On Sunday I went to a session dedicated to the 70th birthday of my colleague Steve Fienberg. This was a great celebration of a good friend and remarkable statistician. Steve has more energy at 70 than I did when I was 20.

On a sadder note, I went to a memorial session for my late friend George Casella. Ed George, Bill Strawderman, Roger Berger, Jim Berger and Marty Wells talked about George’s many contributions and his huge impact on statistics. To borrow Ed’s catchphrase: what a good guy.

On Tuesday, I went to Judea Pearl’s medallion lecture, with discussions by Jamie Robins and Eric Tchetgen Tchetgen. Judea gave an unusual talk, mixing philosophy, metaphors (“eagles and snakes can’t build microscopes”) and math. Judea likes to argue that graphical models/structural equation models are the best way to view causation. Jamie and Eric argued that graphs can hide certain assumptions and that counterfactuals need to be used in addition to graphs.

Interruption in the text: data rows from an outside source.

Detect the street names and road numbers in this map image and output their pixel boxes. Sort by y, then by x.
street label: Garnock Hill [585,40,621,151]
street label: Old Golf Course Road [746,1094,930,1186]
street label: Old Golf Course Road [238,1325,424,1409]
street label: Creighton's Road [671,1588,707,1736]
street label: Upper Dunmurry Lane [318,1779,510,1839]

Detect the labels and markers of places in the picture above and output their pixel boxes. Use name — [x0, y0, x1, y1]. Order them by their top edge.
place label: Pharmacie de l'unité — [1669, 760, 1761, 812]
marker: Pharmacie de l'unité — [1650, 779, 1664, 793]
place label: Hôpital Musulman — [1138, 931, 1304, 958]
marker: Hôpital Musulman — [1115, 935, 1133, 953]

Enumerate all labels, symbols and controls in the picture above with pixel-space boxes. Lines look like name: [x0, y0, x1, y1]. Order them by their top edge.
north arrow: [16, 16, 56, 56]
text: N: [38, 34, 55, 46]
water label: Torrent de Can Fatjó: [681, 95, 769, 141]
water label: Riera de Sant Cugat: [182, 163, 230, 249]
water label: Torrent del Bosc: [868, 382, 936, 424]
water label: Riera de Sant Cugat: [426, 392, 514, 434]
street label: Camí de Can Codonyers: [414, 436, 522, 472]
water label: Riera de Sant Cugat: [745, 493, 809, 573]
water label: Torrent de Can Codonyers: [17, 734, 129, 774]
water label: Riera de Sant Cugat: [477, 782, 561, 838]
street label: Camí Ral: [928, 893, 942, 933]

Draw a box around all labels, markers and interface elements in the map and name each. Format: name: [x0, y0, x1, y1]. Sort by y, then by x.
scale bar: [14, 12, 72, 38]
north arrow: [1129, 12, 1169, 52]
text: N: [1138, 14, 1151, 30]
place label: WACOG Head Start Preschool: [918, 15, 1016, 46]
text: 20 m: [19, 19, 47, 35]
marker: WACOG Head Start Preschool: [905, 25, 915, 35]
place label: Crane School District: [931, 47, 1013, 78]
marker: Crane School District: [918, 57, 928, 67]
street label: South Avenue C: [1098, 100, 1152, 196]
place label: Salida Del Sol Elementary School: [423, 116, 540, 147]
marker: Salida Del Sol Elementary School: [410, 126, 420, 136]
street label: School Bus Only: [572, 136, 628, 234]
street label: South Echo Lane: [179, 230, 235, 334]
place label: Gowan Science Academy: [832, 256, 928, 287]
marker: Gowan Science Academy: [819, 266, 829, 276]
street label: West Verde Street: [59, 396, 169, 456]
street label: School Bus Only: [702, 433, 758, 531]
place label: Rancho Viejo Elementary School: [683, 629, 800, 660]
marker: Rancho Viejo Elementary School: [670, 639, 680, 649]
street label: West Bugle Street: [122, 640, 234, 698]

Digression. There is another aspect of causation that deserves mention. It’s one thing to write down a general model to describe causation (using graphs or counterfactuals). It’s another matter altogether to construct estimators for the causal effects. Jamie Robins is well-known for his theory of “G-estimation”. At the risk of gross oversimplification, this is an approach to sequential causal modeling that eventually leads to semiparametric efficient estimators. The construction of these estimators is highly non-trivial. You can’t get them by just writing down a density for the graph and estimating the distribution. Nor can you just throw down some parametric models for the densities in the factorization implied by the graph. If you do, you will end up with a model in which there is no parameter that equals 0 when there is no causal effect. I call this the “null paradox.” And Jamie’s estimators are useful. Indeed, on Monday, there was a session called “Causal Inference in Observational Studies with Time-Varying Treatments.” All the talks were concerned with applying Jamie’s methods to develop estimators in real problems such as organ transplantation studies. The point is this: when it comes to causation, just writing down a model using graphs or counterfactuals is only a small part of the story. Finding estimators is often much more challenging.
End Digression.

On Wednesday, I had the honor of giving the Rietz Lecture (named after Henry Rietz, the first president of the Institute of Mathematical Statistics). I talked about Topological Inference. I will post the slides on my web page soon. I was fortunate to be introduced by my good friend Ed George.

2. Minimaxity

One thing that came up at my talk, but also in several discussions I had with people at the conference is the following problem. Recall that the minimax risk is

$\displaystyle R=\inf_{\hat \theta}\sup_{P\in {\cal P}}E_P[ L(\theta(P),\hat\theta)]$

where ${L}$ is a loss function, ${{\cal P}}$ is a set of distributions and the infimum is over all estimators. Often we can define an estimator that achieves the minimax rate for a problem. But the estimator that achieves the risk ${R}$ may not be computable in any practical sense. This happens in some of the topological problems I discussed. It also happens in sparse PCA problems. I suspect we are going to come across this issue more and more.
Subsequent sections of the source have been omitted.